Return, from the listing that follows, each line containing the word "Gemera".

* Task inputs *
= Beginning of Section =
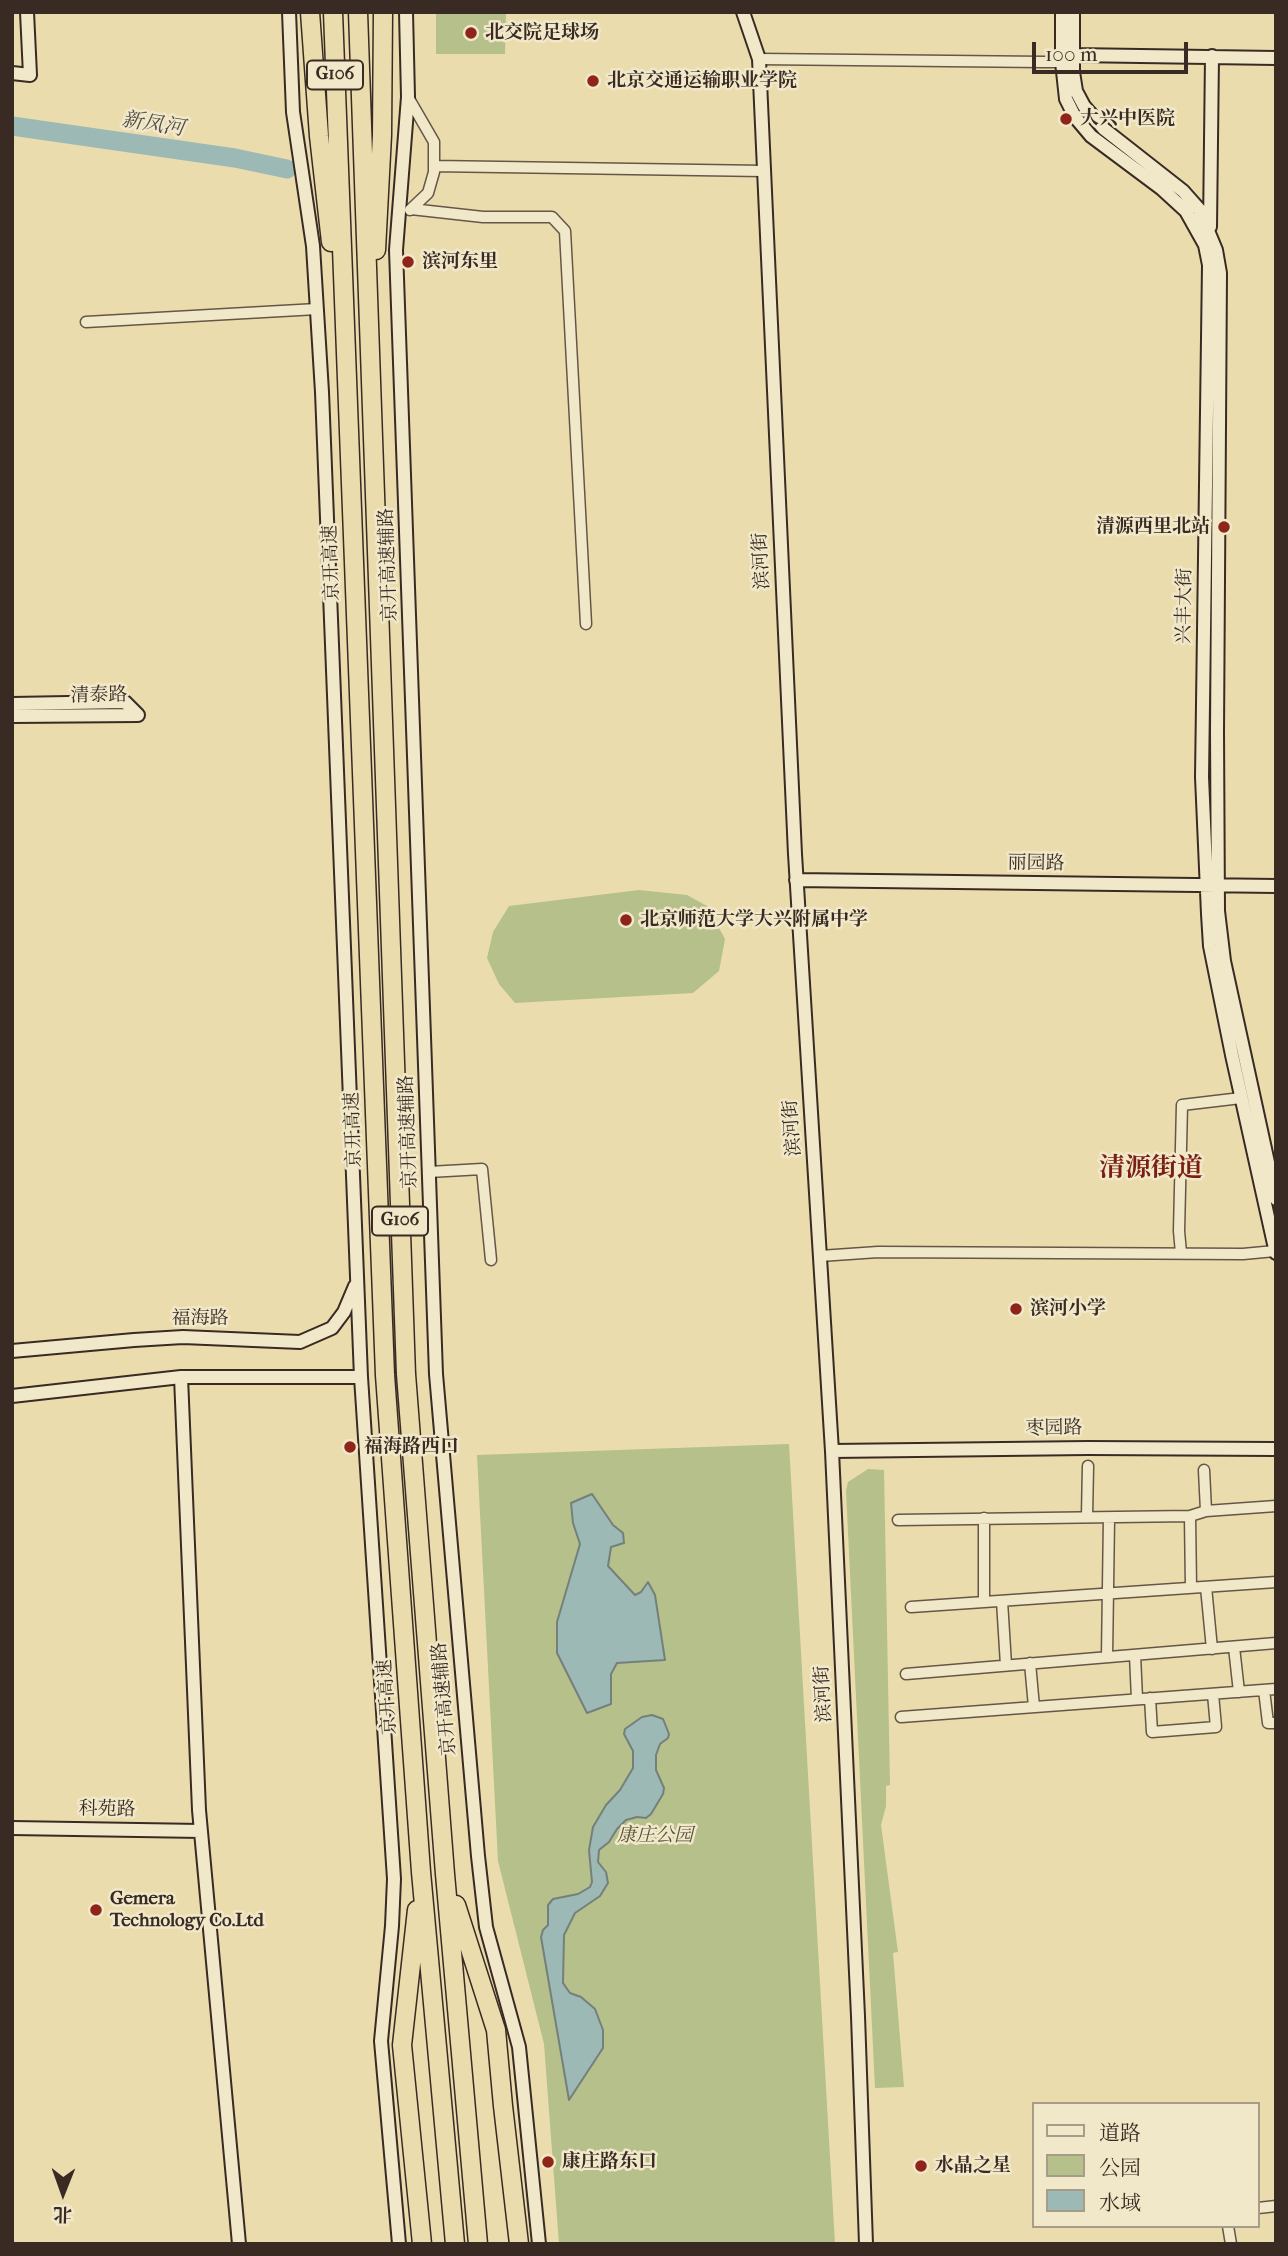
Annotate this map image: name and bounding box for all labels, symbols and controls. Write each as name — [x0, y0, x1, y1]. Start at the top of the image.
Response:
place label: 北交院足球场 — [485, 22, 599, 44]
marker: 北交院足球场 — [463, 25, 479, 41]
scale bar — [1036, 28, 1192, 72]
text: 100 m — [1045, 42, 1098, 66]
road number: G106 — [307, 60, 363, 90]
place label: 北京交通运输职业学院 — [607, 70, 797, 92]
marker: 北京交通运输职业学院 — [585, 73, 601, 89]
water label: 新凤河 — [120, 108, 186, 142]
place label: 大兴中医院 — [1080, 108, 1175, 130]
marker: 大兴中医院 — [1058, 111, 1074, 127]
place label: 滨河东里 — [422, 251, 498, 273]
marker: 滨河东里 — [400, 254, 416, 270]
street label: 京开高速辅路 — [376, 508, 402, 622]
place label: 清源西里北站 — [1096, 516, 1210, 538]
marker: 清源西里北站 — [1216, 519, 1232, 535]
street label: 京开高速 — [319, 525, 345, 601]
street label: 滨河街 — [749, 532, 775, 590]
street label: 兴丰大街 — [1173, 568, 1197, 644]
street label: 清泰路 — [70, 684, 128, 708]
street label: 丽园路 — [1007, 852, 1065, 876]
place label: 北京师范大学大兴附属中学 — [640, 909, 868, 931]
marker: 北京师范大学大兴附属中学 — [618, 912, 634, 928]
street label: 京开高速辅路 — [396, 1075, 422, 1189]
street label: 京开高速 — [341, 1092, 367, 1168]
street label: 滨河街 — [780, 1099, 806, 1157]
district label: 清源街道 — [1099, 1154, 1203, 1186]
road number: G106 — [372, 1206, 428, 1236]
place label: 滨河小学 — [1030, 1298, 1106, 1320]
marker: 滨河小学 — [1008, 1301, 1024, 1317]
street label: 福海路 — [172, 1308, 228, 1330]
street label: 枣园路 — [1025, 1417, 1083, 1441]
place label: 福海路西口 — [364, 1436, 459, 1458]
marker: 福海路西口 — [342, 1439, 358, 1455]
street label: 京开高速辅路 — [429, 1641, 461, 1757]
street label: 京开高速 — [374, 1658, 402, 1736]
street label: 滨河街 — [811, 1665, 837, 1723]
street label: 科苑路 — [78, 1798, 136, 1822]
park label: 康庄公园 — [617, 1825, 693, 1847]
place label: Gemera Technology Co.Ltd — [110, 1888, 264, 1932]
marker: Gemera Technology Co.Ltd — [88, 1902, 104, 1918]
legend — [1032, 2102, 1260, 2228]
text: 道路 — [1099, 2121, 1141, 2145]
place label: 康庄路东口 — [562, 2151, 657, 2173]
marker: 康庄路东口 — [540, 2154, 556, 2170]
place label: 水晶之星 — [935, 2155, 1011, 2177]
text: 公园 — [1099, 2156, 1141, 2180]
north arrow — [28, 2158, 98, 2228]
marker: 水晶之星 — [913, 2158, 929, 2174]
text: 水域 — [1099, 2191, 1141, 2215]
text: 北 — [53, 2203, 72, 2225]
= End of Section =
* Answer to this task *
place label: Gemera Technology Co.Ltd — [110, 1888, 264, 1932]
marker: Gemera Technology Co.Ltd — [88, 1902, 104, 1918]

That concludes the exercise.